WORK ORDER: For each line of the data below, copy it if it holds the word "weight".

DATA SUPPLIED:

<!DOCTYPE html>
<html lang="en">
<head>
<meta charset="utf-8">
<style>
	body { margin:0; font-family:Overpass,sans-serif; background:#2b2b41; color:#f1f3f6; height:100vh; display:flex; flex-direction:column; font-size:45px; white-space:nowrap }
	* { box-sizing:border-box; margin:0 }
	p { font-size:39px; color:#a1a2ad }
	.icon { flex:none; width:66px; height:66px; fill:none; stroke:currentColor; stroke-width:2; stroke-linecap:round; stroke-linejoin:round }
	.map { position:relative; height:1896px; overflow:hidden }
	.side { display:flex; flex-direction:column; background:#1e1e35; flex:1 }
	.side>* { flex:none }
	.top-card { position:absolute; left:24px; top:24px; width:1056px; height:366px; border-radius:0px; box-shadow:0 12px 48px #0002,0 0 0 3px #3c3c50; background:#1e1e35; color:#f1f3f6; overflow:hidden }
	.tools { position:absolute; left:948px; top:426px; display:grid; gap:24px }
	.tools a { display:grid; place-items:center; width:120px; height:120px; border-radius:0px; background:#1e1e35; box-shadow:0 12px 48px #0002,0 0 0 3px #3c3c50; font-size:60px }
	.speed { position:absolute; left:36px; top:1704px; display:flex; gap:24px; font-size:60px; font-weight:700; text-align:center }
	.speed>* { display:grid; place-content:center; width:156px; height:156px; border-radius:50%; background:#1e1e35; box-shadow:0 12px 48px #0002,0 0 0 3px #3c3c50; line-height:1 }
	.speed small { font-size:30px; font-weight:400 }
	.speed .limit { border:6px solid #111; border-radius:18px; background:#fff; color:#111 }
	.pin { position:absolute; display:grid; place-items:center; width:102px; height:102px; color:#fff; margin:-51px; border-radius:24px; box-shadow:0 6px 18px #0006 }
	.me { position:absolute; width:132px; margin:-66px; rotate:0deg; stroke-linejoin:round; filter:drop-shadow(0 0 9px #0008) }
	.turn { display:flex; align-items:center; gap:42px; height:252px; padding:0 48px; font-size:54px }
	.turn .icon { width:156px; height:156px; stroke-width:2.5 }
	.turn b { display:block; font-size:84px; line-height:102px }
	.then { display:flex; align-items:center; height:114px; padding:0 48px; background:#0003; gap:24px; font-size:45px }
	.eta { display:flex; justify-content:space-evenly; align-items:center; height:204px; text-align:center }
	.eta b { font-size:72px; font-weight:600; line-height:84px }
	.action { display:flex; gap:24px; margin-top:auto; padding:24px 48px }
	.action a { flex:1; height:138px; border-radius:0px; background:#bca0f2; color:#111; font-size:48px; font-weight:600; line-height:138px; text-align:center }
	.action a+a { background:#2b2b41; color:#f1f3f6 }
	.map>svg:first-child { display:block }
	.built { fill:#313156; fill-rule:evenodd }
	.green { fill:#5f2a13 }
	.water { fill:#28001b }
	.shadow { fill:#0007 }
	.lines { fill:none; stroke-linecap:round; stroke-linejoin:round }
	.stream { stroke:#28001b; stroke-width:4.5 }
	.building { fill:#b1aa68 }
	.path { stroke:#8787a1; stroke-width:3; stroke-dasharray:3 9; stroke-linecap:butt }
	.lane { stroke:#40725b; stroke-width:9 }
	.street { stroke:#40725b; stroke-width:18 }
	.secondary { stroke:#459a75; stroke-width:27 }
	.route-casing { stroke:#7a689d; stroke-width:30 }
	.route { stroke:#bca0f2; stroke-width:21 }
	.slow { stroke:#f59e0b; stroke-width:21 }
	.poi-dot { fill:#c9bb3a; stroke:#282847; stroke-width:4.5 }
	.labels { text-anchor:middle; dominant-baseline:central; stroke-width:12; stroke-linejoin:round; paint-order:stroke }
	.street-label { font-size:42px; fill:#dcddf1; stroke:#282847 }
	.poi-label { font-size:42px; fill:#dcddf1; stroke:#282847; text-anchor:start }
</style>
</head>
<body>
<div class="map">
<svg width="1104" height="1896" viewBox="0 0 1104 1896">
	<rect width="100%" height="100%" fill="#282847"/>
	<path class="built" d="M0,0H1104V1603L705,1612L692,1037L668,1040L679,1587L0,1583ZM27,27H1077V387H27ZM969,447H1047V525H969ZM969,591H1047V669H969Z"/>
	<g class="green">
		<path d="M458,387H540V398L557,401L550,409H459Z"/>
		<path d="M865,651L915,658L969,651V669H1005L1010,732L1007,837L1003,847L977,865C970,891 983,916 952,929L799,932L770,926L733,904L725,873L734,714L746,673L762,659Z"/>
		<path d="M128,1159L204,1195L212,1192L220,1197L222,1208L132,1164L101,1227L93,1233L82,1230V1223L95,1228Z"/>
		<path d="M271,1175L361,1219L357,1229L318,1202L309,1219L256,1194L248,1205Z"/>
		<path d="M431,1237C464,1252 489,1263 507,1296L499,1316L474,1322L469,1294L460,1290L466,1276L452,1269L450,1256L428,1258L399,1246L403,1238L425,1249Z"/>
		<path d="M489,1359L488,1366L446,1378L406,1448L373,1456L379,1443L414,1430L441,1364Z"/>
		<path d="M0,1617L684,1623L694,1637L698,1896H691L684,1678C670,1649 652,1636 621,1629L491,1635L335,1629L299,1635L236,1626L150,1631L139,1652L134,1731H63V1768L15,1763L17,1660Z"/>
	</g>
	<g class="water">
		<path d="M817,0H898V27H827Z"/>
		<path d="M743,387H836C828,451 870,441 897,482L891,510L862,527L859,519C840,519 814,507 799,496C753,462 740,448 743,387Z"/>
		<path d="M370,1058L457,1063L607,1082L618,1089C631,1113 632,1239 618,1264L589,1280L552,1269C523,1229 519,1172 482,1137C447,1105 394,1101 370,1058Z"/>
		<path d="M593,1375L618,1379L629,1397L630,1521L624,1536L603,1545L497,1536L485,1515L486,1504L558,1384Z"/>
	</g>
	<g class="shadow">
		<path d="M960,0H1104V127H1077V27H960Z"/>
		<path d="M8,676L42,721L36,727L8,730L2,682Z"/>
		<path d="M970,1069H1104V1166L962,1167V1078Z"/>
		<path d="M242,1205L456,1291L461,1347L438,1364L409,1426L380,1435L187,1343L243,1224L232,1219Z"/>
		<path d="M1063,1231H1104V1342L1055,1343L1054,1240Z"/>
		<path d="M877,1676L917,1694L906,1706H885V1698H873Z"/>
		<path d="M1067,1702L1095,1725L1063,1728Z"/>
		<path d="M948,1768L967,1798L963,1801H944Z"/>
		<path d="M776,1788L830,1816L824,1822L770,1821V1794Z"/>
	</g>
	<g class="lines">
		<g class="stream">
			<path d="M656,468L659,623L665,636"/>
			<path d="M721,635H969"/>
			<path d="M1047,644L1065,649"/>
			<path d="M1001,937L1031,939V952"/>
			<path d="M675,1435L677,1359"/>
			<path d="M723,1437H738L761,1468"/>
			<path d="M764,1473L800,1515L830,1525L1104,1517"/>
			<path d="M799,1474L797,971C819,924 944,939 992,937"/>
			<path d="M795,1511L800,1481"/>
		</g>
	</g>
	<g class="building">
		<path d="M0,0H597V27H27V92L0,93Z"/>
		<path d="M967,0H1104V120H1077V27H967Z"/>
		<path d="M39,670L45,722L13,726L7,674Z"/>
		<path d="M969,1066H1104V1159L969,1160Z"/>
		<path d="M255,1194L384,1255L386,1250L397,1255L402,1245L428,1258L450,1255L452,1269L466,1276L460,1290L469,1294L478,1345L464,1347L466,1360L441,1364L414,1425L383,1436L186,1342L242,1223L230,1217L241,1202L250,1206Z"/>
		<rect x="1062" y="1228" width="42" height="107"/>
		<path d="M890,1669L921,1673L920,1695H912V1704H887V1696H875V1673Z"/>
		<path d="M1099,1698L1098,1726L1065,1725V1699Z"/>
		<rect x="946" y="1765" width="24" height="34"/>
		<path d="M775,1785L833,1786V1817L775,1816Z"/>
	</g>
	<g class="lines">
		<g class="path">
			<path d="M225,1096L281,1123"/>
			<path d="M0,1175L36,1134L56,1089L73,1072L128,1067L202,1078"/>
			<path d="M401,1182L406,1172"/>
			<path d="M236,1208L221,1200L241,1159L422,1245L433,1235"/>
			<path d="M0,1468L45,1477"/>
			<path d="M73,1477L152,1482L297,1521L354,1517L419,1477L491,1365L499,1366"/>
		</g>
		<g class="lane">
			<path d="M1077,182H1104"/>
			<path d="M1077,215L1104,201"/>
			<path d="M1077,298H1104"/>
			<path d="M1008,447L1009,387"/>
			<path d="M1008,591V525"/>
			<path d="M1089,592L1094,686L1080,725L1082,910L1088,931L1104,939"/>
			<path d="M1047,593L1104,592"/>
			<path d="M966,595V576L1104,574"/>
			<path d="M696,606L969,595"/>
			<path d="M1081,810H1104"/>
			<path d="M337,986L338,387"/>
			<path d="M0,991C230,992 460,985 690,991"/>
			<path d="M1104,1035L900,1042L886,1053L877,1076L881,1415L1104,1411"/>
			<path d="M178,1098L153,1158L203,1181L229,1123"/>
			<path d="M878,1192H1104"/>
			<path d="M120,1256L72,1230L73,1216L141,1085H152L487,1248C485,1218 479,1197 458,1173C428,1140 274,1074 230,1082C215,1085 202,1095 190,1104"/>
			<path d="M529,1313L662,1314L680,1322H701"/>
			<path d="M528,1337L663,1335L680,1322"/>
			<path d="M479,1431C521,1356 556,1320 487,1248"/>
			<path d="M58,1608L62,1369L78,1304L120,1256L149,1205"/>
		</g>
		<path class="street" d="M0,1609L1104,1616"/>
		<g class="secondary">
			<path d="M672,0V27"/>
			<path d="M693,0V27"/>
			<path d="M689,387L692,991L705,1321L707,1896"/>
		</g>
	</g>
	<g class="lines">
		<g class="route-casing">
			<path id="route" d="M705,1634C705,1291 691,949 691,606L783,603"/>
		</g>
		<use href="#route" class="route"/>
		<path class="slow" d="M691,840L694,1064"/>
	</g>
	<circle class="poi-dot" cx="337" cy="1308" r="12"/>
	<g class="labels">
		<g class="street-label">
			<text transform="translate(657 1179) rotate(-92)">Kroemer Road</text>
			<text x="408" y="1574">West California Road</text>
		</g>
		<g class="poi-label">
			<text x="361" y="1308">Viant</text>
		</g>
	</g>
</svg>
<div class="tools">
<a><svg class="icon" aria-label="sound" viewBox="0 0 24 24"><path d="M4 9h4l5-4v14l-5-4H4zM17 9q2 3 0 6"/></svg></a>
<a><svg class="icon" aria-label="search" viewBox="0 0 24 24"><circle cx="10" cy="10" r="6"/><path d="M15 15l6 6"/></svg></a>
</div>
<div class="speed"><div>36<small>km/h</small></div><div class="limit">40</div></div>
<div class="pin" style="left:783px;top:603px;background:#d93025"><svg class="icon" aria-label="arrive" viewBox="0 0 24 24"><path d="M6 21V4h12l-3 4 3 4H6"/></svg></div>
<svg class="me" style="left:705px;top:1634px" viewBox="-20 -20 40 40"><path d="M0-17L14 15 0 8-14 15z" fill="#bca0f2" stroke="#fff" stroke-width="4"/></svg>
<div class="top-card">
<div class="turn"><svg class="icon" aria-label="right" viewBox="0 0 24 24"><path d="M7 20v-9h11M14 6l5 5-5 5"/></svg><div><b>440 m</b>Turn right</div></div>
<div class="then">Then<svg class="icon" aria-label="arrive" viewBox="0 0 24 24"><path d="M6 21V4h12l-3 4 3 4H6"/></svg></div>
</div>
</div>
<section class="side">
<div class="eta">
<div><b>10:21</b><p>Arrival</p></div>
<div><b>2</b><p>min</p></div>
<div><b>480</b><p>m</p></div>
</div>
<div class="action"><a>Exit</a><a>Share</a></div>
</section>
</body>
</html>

ANSWER SECTION:
	.speed { position:absolute; left:36px; top:1704px; display:flex; gap:24px; font-size:60px; font-weight:700; text-align:center }
	.speed small { font-size:30px; font-weight:400 }
	.eta b { font-size:72px; font-weight:600; line-height:84px }
	.action a { flex:1; height:138px; border-radius:0px; background:#bca0f2; color:#111; font-size:48px; font-weight:600; line-height:138px; text-align:center }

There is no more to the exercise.